■ **Task directions**: Determine how many lines of the data below contain "Market", then give only that number.

——

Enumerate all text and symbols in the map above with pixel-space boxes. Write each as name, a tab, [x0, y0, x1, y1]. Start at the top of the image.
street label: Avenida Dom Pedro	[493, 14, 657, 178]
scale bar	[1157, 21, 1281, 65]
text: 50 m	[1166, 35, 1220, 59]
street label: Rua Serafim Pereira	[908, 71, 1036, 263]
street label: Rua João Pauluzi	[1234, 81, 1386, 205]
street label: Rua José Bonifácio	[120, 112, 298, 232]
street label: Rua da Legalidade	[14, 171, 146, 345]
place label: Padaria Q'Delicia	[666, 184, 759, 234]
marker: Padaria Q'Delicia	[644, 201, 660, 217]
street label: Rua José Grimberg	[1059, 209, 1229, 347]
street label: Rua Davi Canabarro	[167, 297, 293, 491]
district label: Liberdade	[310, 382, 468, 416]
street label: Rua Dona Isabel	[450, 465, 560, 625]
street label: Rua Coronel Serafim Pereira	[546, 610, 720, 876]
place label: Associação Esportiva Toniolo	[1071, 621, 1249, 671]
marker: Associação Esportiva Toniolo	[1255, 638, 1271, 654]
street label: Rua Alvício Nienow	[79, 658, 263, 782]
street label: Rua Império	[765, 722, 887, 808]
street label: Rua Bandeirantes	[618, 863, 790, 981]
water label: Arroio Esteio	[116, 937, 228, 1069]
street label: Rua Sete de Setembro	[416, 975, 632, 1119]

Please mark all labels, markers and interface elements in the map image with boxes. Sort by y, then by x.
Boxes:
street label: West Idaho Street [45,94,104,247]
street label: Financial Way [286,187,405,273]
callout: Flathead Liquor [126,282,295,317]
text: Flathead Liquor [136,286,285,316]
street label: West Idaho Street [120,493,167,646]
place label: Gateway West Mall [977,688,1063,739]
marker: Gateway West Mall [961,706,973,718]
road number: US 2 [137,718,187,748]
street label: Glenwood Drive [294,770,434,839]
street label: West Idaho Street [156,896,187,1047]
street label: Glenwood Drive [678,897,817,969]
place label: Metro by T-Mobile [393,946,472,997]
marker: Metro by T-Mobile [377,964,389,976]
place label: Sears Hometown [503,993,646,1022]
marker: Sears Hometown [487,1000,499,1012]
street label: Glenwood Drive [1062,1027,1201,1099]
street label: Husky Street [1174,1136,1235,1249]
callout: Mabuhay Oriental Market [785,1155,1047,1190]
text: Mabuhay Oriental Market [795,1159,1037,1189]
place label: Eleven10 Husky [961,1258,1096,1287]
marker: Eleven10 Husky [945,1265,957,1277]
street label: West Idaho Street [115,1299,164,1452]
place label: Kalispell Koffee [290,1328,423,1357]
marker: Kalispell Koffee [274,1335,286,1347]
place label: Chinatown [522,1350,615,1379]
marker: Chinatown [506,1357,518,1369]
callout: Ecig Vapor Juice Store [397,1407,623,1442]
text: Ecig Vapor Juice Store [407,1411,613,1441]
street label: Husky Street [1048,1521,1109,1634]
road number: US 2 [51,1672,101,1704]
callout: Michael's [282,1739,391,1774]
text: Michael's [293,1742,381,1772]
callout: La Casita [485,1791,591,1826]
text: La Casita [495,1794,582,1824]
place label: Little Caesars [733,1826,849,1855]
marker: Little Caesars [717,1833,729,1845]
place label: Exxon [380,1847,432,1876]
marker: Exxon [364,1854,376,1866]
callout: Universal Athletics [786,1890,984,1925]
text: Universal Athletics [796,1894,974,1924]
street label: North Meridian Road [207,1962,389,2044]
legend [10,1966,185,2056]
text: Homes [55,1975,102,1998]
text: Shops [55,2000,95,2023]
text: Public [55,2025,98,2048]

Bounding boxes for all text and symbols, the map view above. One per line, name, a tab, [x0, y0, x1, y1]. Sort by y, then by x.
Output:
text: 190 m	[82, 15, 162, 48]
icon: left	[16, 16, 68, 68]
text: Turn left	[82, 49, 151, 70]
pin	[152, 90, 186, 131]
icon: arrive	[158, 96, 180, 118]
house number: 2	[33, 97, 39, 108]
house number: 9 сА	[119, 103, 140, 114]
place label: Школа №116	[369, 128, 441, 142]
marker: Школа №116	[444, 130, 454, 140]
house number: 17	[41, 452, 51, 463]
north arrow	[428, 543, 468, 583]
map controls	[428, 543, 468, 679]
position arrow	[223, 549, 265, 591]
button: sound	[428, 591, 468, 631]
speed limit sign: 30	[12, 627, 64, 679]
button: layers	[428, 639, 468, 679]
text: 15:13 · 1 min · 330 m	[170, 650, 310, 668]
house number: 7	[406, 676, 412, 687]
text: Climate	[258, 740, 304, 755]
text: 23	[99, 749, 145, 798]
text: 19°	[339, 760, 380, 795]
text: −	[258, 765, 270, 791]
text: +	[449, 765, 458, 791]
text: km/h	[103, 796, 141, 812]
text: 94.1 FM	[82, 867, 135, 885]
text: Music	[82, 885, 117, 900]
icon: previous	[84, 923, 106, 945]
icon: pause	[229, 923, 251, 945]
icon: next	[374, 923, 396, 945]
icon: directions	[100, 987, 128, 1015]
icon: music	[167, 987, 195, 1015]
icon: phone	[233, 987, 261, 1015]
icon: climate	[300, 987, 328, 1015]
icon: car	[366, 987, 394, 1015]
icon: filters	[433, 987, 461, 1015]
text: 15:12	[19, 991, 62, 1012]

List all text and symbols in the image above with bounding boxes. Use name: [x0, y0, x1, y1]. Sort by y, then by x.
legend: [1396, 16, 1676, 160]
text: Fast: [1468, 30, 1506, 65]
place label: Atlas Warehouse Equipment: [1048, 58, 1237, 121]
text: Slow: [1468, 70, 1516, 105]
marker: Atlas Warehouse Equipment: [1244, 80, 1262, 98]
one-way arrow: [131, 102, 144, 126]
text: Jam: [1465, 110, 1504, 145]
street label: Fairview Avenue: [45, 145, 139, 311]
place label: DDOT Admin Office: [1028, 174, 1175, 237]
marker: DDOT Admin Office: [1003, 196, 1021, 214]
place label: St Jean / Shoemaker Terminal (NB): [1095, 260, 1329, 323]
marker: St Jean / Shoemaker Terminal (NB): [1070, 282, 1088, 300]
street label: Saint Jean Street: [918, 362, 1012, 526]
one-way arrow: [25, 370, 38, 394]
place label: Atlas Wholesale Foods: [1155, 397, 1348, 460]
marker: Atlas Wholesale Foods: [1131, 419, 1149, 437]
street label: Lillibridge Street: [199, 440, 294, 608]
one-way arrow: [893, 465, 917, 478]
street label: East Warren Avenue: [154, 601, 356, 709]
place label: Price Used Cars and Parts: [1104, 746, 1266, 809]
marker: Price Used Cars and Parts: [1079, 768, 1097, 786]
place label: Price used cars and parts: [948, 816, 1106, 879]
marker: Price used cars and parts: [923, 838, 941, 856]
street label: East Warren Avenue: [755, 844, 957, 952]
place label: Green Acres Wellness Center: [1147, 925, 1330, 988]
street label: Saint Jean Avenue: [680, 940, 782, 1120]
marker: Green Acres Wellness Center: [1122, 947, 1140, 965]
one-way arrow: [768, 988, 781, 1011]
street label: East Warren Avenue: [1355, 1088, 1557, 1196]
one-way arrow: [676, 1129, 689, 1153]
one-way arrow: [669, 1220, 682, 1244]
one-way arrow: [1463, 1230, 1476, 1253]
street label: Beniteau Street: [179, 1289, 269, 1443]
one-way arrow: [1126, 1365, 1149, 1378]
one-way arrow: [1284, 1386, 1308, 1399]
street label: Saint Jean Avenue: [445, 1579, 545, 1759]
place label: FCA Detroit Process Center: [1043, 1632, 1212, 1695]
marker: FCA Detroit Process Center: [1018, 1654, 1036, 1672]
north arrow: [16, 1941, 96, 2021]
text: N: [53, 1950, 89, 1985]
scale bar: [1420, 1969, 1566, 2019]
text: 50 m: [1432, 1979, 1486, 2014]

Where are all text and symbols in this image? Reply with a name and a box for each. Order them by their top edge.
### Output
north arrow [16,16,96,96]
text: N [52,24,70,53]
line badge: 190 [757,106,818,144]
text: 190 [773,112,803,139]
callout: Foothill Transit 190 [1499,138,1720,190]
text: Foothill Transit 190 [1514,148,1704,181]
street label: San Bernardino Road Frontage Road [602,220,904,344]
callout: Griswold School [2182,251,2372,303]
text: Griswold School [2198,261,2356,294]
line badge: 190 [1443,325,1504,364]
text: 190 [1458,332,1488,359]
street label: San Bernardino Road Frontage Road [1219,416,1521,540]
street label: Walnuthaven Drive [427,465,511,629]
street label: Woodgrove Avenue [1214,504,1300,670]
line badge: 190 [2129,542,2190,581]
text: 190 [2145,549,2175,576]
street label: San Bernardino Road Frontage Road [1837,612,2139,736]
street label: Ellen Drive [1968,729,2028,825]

——

■ **Response**: 2